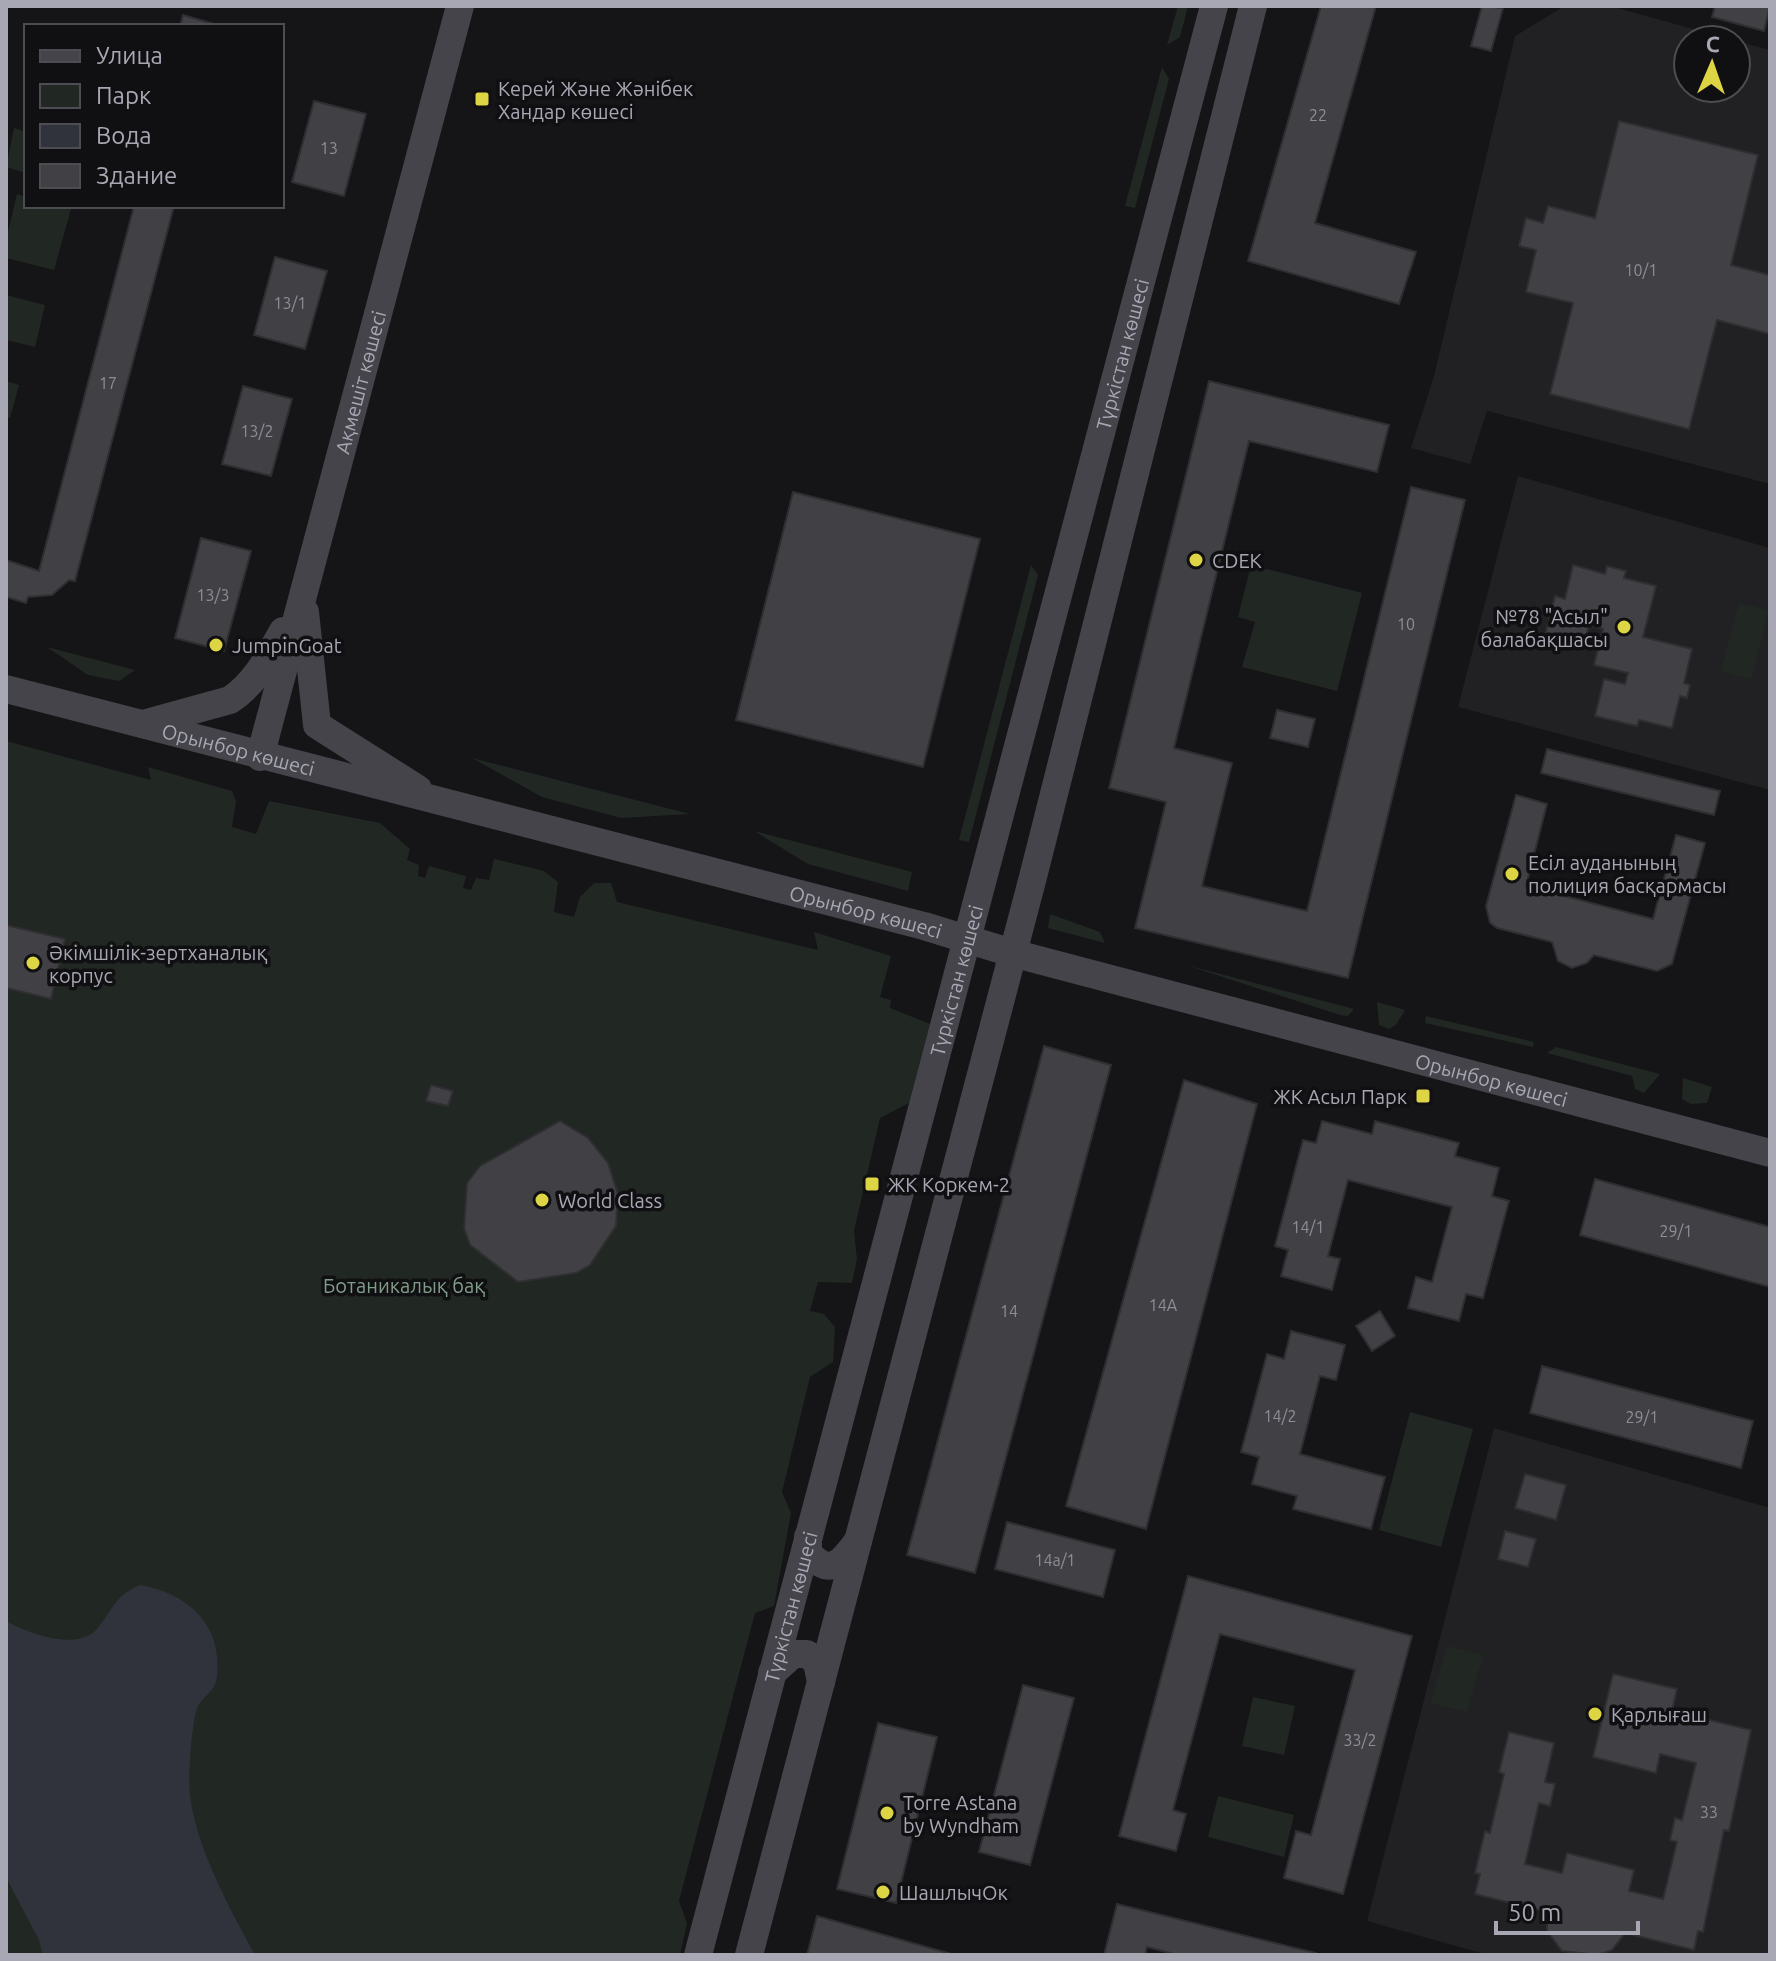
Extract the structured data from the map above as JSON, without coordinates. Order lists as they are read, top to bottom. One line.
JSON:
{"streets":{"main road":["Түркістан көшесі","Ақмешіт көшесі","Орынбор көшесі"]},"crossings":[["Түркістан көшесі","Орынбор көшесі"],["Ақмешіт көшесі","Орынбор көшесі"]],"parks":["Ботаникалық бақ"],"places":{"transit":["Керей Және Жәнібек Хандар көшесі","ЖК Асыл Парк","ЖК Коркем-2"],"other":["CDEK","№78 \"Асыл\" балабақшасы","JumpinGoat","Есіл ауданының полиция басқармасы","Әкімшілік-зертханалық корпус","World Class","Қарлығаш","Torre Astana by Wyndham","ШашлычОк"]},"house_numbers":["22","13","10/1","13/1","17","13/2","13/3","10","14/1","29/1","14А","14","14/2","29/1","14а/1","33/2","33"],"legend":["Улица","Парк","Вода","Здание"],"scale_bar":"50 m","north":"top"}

-- Work to be completed --
Keep the pictures out, and write out the rest of the data above word for word.

-- Response --
Extract the structured data from the map above as JSON, without coordinates. Order lists as they are read, top to bottom. One line.
JSON:
{"streets":{"main road":["Түркістан көшесі","Ақмешіт көшесі","Орынбор көшесі"]},"crossings":[["Түркістан көшесі","Орынбор көшесі"],["Ақмешіт көшесі","Орынбор көшесі"]],"parks":["Ботаникалық бақ"],"places":{"transit":["Керей Және Жәнібек Хандар көшесі","ЖК Асыл Парк","ЖК Коркем-2"],"other":["CDEK","№78 \"Асыл\" балабақшасы","JumpinGoat","Есіл ауданының полиция басқармасы","Әкімшілік-зертханалық корпус","World Class","Қарлығаш","Torre Astana by Wyndham","ШашлычОк"]},"house_numbers":["22","13","10/1","13/1","17","13/2","13/3","10","14/1","29/1","14А","14","14/2","29/1","14а/1","33/2","33"],"legend":["Улица","Парк","Вода","Здание"],"scale_bar":"50 m","north":"top"}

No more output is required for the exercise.